To do
Repeat the data word for word, excluding every picture.

Supplied entries
++++++++++

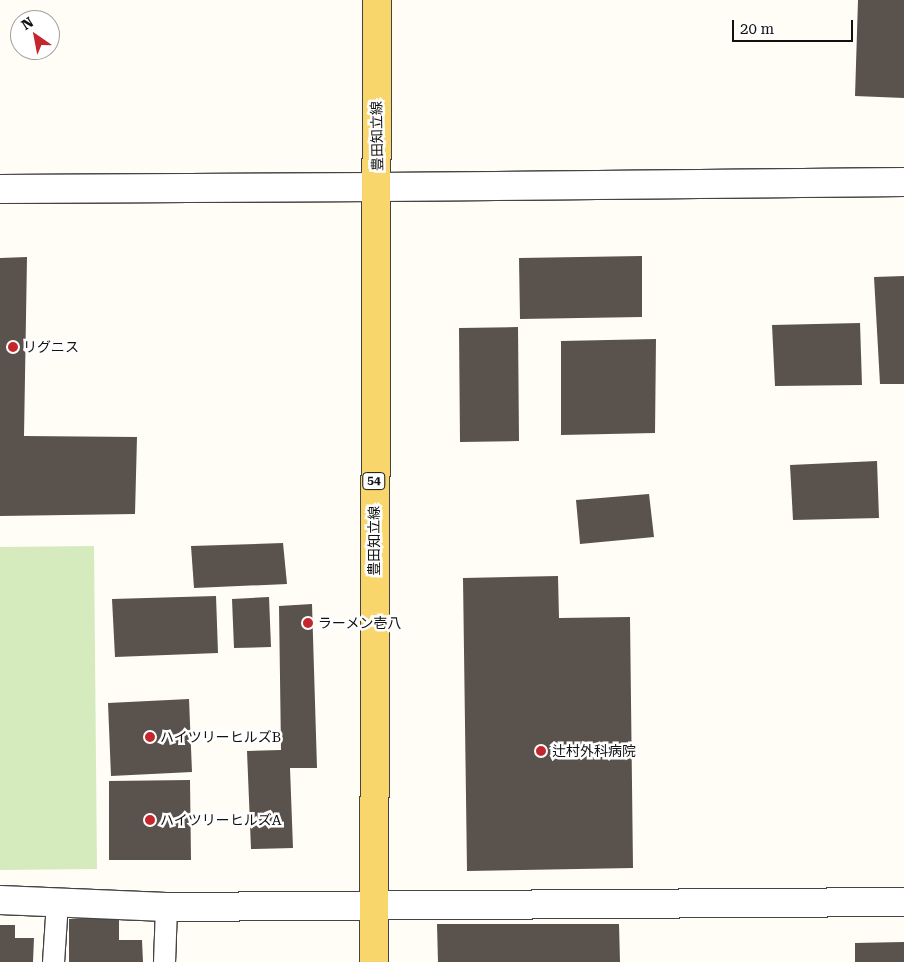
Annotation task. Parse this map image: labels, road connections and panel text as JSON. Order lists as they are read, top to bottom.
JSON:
{
  "streets": {
    "main road": ["豊田知立線", "54"]
  },
  "places": [
    "リグニス",
    "ラーメン壱八",
    "ハイツリーヒルズB",
    "辻村外科病院",
    "ハイツリーヒルズA"
  ],
  "scale_bar": "20 m",
  "north": "top left"
}
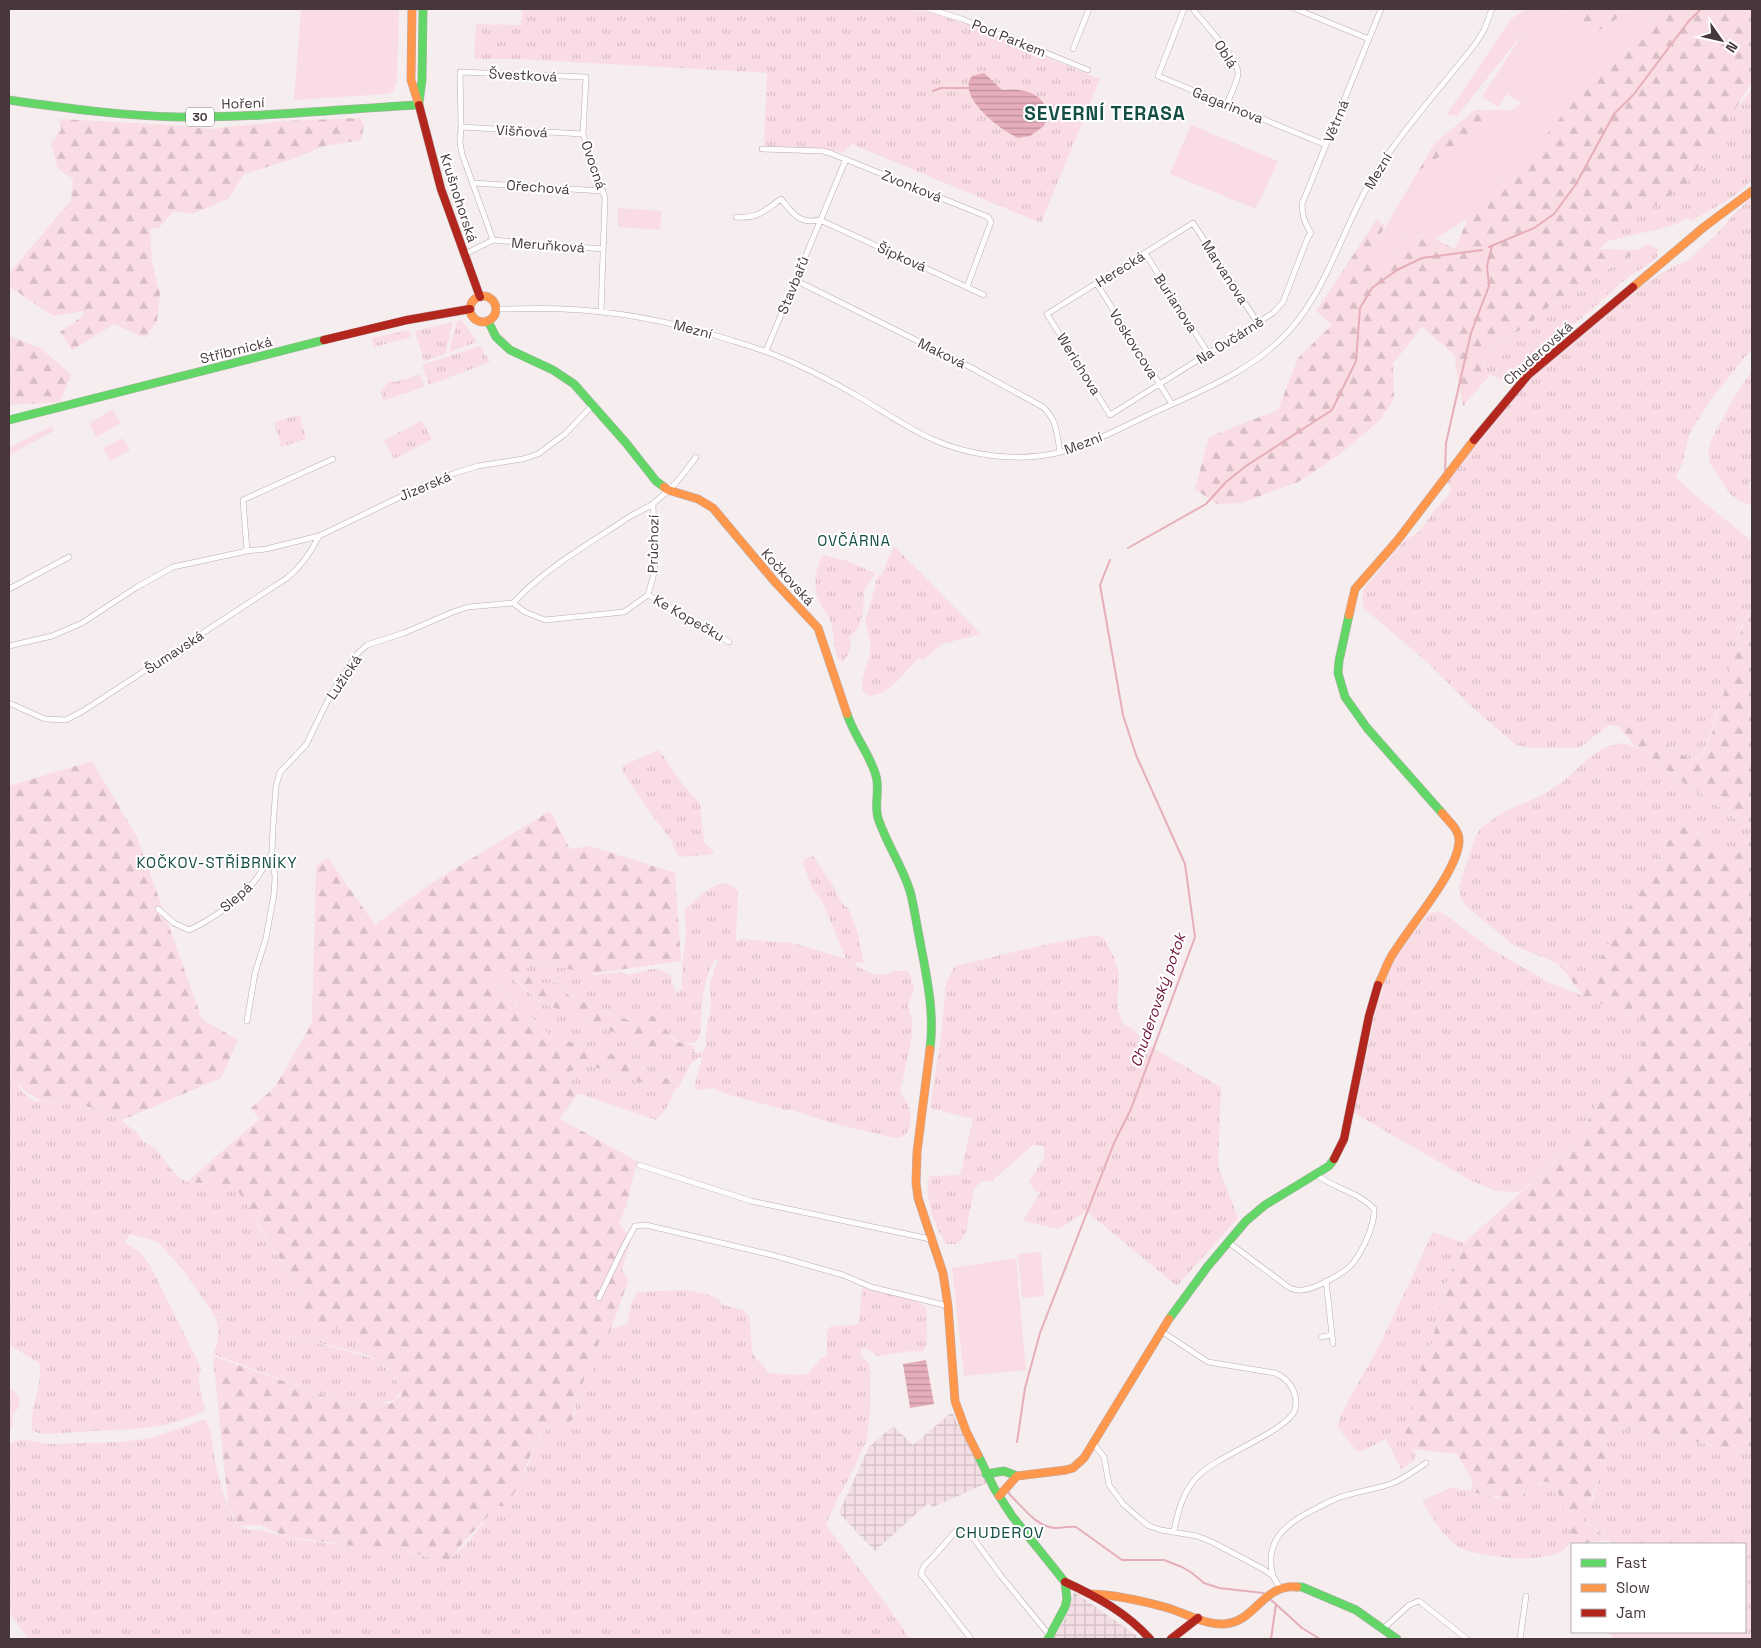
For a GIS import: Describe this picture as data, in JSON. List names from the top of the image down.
{
  "streets": {
    "street": [
      "Pod Parkem",
      "Oblá",
      "Švestková",
      "Hoření",
      "Gagarinova",
      "30",
      "Větrná",
      "Višňová",
      "Ovocná",
      "Mezní",
      "Zvonková",
      "Ořechová",
      "Krušnohorská",
      "Meruňková",
      "Šípková",
      "Herecká",
      "Marvanova",
      "Stavbařů",
      "Burianova",
      "Na Ovčárně",
      "Voskovcova",
      "Stříbrnická",
      "Maková",
      "Chuderovská",
      "Werichova",
      "Jizerská",
      "Průchozí",
      "Kočkovská",
      "Ke Kopečku",
      "Šumavská",
      "Lužická",
      "Slepá"
    ]
  },
  "crossings": [
    ["Oblá", "Gagarinova"],
    ["Švestková", "Višňová"],
    ["Švestková", "Ovocná"],
    ["Hoření", "Krušnohorská"],
    ["Gagarinova", "Větrná"],
    ["Větrná", "Na Ovčárně"],
    ["Višňová", "Ovocná"],
    ["Ovocná", "Mezní"],
    ["Ovocná", "Ořechová"],
    ["Ovocná", "Meruňková"],
    ["Mezní", "Krušnohorská"],
    ["Mezní", "Stavbařů"],
    ["Mezní", "Voskovcova"],
    ["Mezní", "Stříbrnická"],
    ["Mezní", "Maková"],
    ["Mezní", "Kočkovská"],
    ["Zvonková", "Šípková"],
    ["Zvonková", "Stavbařů"],
    ["Krušnohorská", "Stříbrnická"],
    ["Krušnohorská", "Kočkovská"],
    ["Šípková", "Stavbařů"],
    ["Herecká", "Marvanova"],
    ["Herecká", "Burianova"],
    ["Herecká", "Voskovcova"],
    ["Herecká", "Werichova"],
    ["Marvanova", "Na Ovčárně"],
    ["Stavbařů", "Maková"],
    ["Burianova", "Na Ovčárně"],
    ["Na Ovčárně", "Voskovcova"],
    ["Na Ovčárně", "Werichova"],
    ["Stříbrnická", "Kočkovská"],
    ["Jizerská", "Kočkovská"],
    ["Jizerská", "Šumavská"],
    ["Průchozí", "Ke Kopečku"],
    ["Lužická", "Slepá"]
  ],
  "districts": [
    "SEVERNÍ TERASA",
    "OVČÁRNA",
    "KOČKOV-STŘÍBRNÍKY",
    "CHUDEROV"
  ],
  "water": ["Chuderovský potok"],
  "legend": ["Fast", "Slow", "Jam"],
  "north": "bottom right"
}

++++++++++

Exercise solution
Annotation task. Parse this map image: labels, road connections and panel text as JSON. Order lists as they are read, top to bottom.
JSON:
{
  "streets": {
    "main road": ["豊田知立線", "54"]
  },
  "places": [
    "リグニス",
    "ラーメン壱八",
    "ハイツリーヒルズB",
    "辻村外科病院",
    "ハイツリーヒルズA"
  ],
  "scale_bar": "20 m",
  "north": "top left"
}
For a GIS import: Describe this picture as data, in JSON. List names from the top of the image down.
{
  "streets": {
    "street": [
      "Pod Parkem",
      "Oblá",
      "Švestková",
      "Hoření",
      "Gagarinova",
      "30",
      "Větrná",
      "Višňová",
      "Ovocná",
      "Mezní",
      "Zvonková",
      "Ořechová",
      "Krušnohorská",
      "Meruňková",
      "Šípková",
      "Herecká",
      "Marvanova",
      "Stavbařů",
      "Burianova",
      "Na Ovčárně",
      "Voskovcova",
      "Stříbrnická",
      "Maková",
      "Chuderovská",
      "Werichova",
      "Jizerská",
      "Průchozí",
      "Kočkovská",
      "Ke Kopečku",
      "Šumavská",
      "Lužická",
      "Slepá"
    ]
  },
  "crossings": [
    ["Oblá", "Gagarinova"],
    ["Švestková", "Višňová"],
    ["Švestková", "Ovocná"],
    ["Hoření", "Krušnohorská"],
    ["Gagarinova", "Větrná"],
    ["Větrná", "Na Ovčárně"],
    ["Višňová", "Ovocná"],
    ["Ovocná", "Mezní"],
    ["Ovocná", "Ořechová"],
    ["Ovocná", "Meruňková"],
    ["Mezní", "Krušnohorská"],
    ["Mezní", "Stavbařů"],
    ["Mezní", "Voskovcova"],
    ["Mezní", "Stříbrnická"],
    ["Mezní", "Maková"],
    ["Mezní", "Kočkovská"],
    ["Zvonková", "Šípková"],
    ["Zvonková", "Stavbařů"],
    ["Krušnohorská", "Stříbrnická"],
    ["Krušnohorská", "Kočkovská"],
    ["Šípková", "Stavbařů"],
    ["Herecká", "Marvanova"],
    ["Herecká", "Burianova"],
    ["Herecká", "Voskovcova"],
    ["Herecká", "Werichova"],
    ["Marvanova", "Na Ovčárně"],
    ["Stavbařů", "Maková"],
    ["Burianova", "Na Ovčárně"],
    ["Na Ovčárně", "Voskovcova"],
    ["Na Ovčárně", "Werichova"],
    ["Stříbrnická", "Kočkovská"],
    ["Jizerská", "Kočkovská"],
    ["Jizerská", "Šumavská"],
    ["Průchozí", "Ke Kopečku"],
    ["Lužická", "Slepá"]
  ],
  "districts": [
    "SEVERNÍ TERASA",
    "OVČÁRNA",
    "KOČKOV-STŘÍBRNÍKY",
    "CHUDEROV"
  ],
  "water": ["Chuderovský potok"],
  "legend": ["Fast", "Slow", "Jam"],
  "north": "bottom right"
}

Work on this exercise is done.